▸ **Task goal**
Scan the entries for the word "bottom". Every line that has it should be copied.

▸ **Task material**

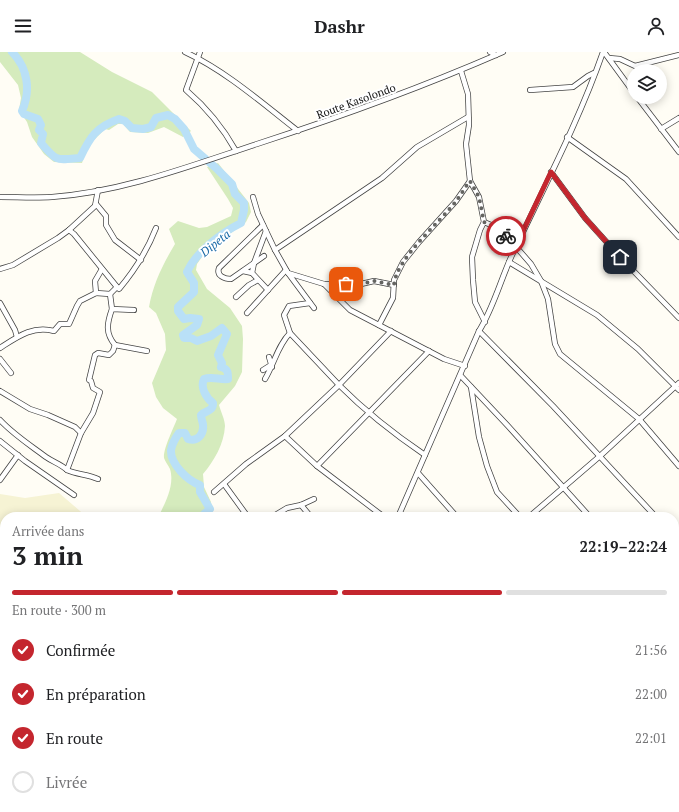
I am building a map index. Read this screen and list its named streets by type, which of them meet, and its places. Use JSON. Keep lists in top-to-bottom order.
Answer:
{
  "streets": {
    "street": ["Route Kasolondo"]
  },
  "water": ["Dipeta"],
  "page": {
    "header": "Dashr",
    "heading": ["3 min", "Arrivée dans", "22:19–22:24"],
    "bar": "En route · 300 m",
    "list": [
      ["Confirmée", "21:56"],
      ["En préparation", "22:00"],
      ["En route", "22:01"],
      "Livrée"
    ]
  }
}
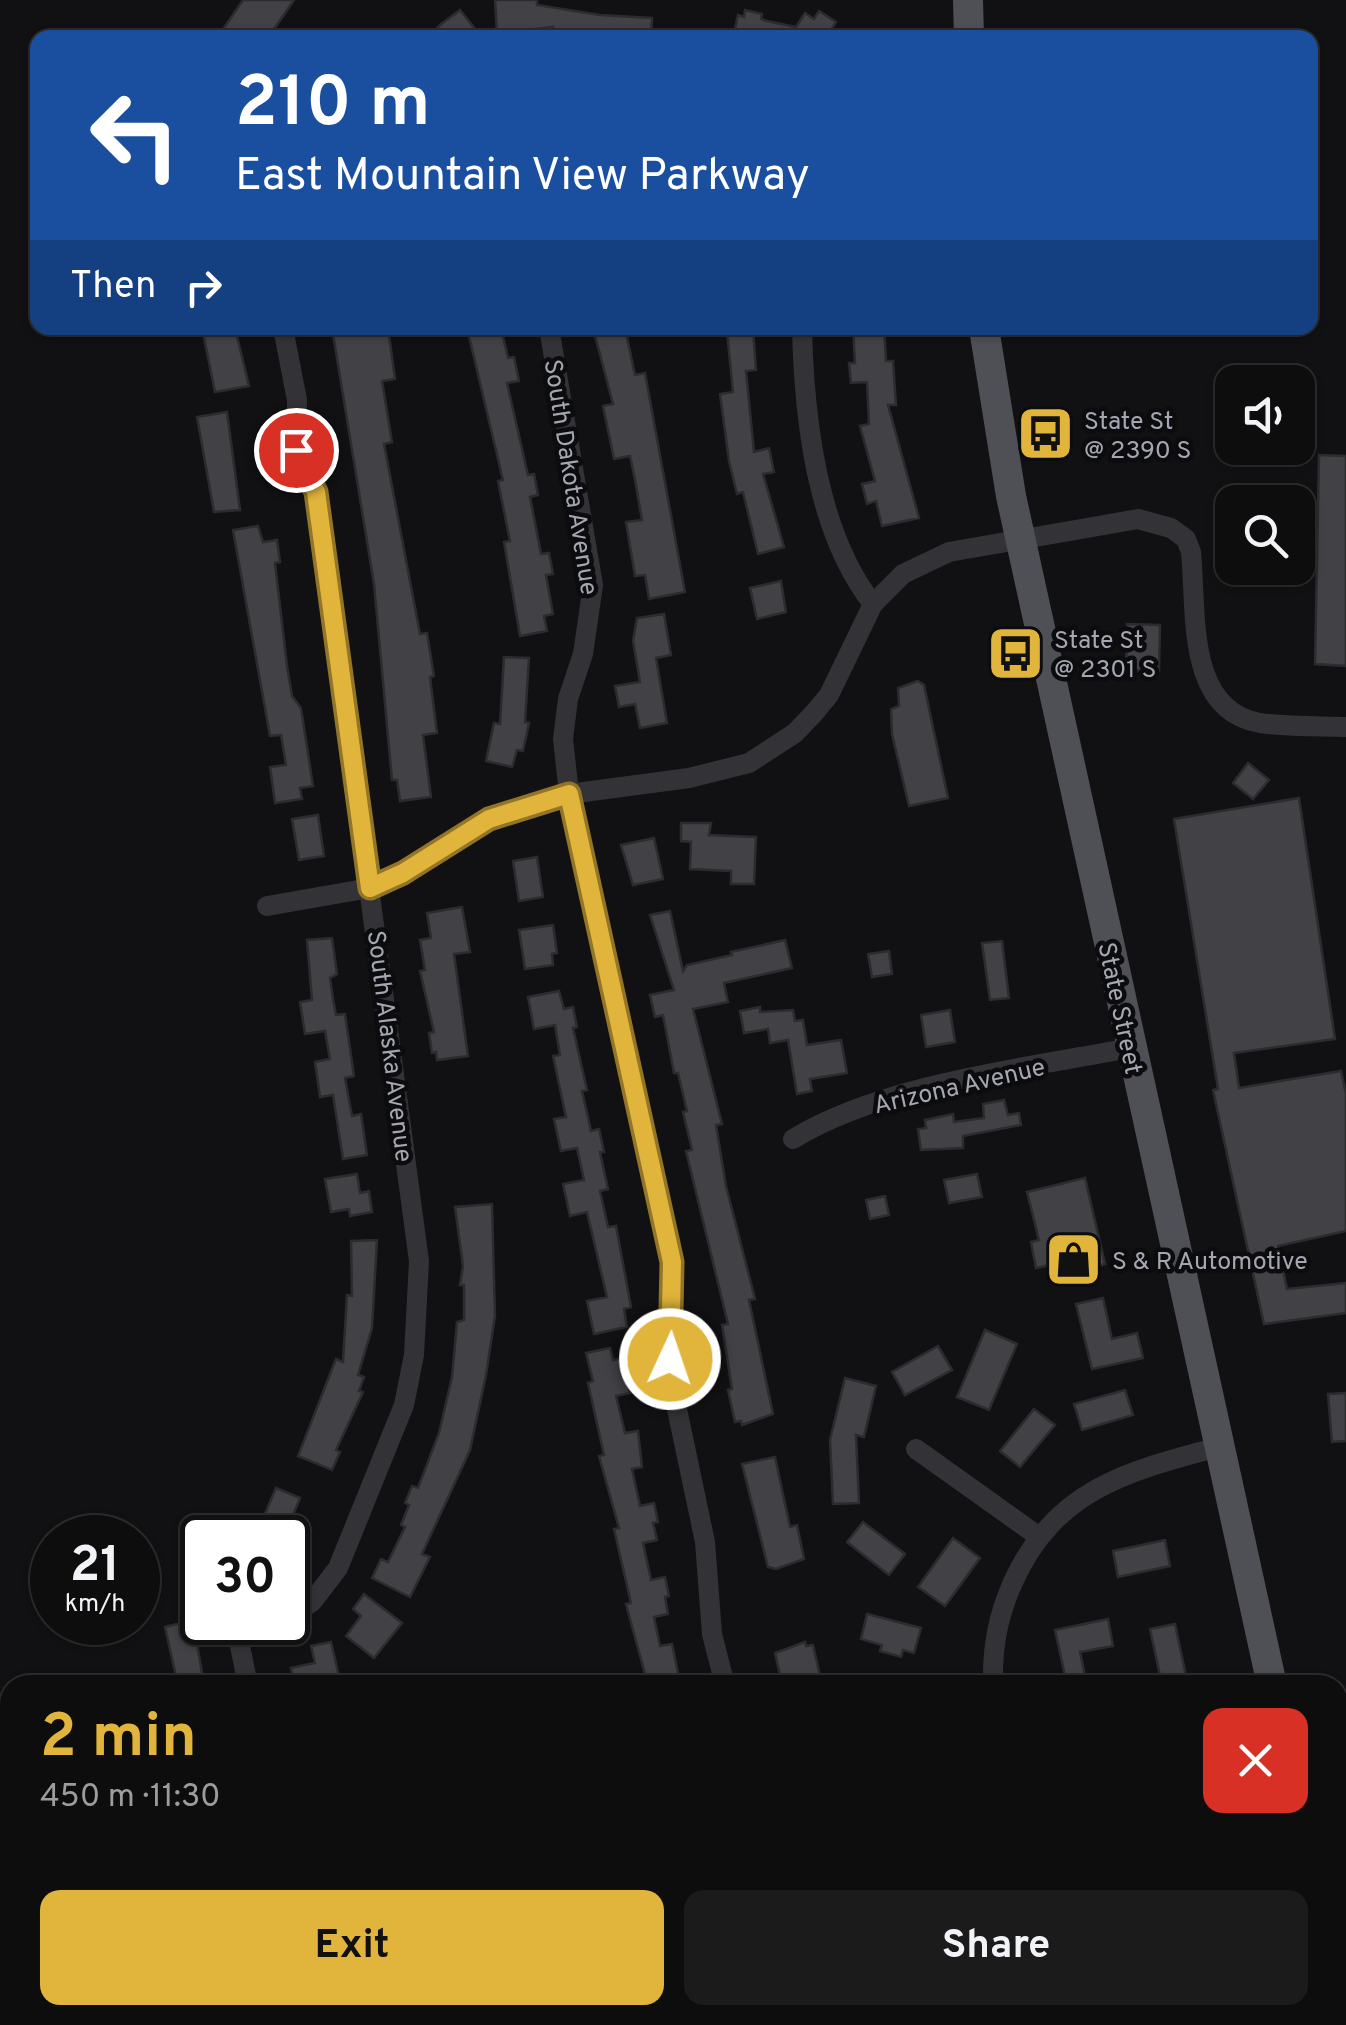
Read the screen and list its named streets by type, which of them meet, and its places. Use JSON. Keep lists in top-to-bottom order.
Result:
{
  "streets": {
    "main road": ["State Street"],
    "street": ["South Dakota Avenue", "South Alaska Avenue", "Arizona Avenue"]
  },
  "crossings": [
    ["State Street", "Arizona Avenue"]
  ],
  "places": {
    "bus stop": ["State St @ 2390 S", "State St @ 2301 S"],
    "shop": ["S & R Automotive"]
  },
  "page": {
    "turn": ["210 m", "East Mountain View Parkway"],
    "then": "Then",
    "speed": "21 km/h",
    "limit": "30",
    "heading": ["2 min", "450 m · 11:30"],
    "buttons": ["Exit", "Share"]
  }
}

▸ **Reply to the task**
I am building a map index. Read this screen and list its named streets by type, which of them meet, and its places. Use JSON. Keep lists in top-to-bottom order.
Read the screen and list its named streets by type, which of them meet, and its places. Use JSON. Keep lists in top-to-bottom order.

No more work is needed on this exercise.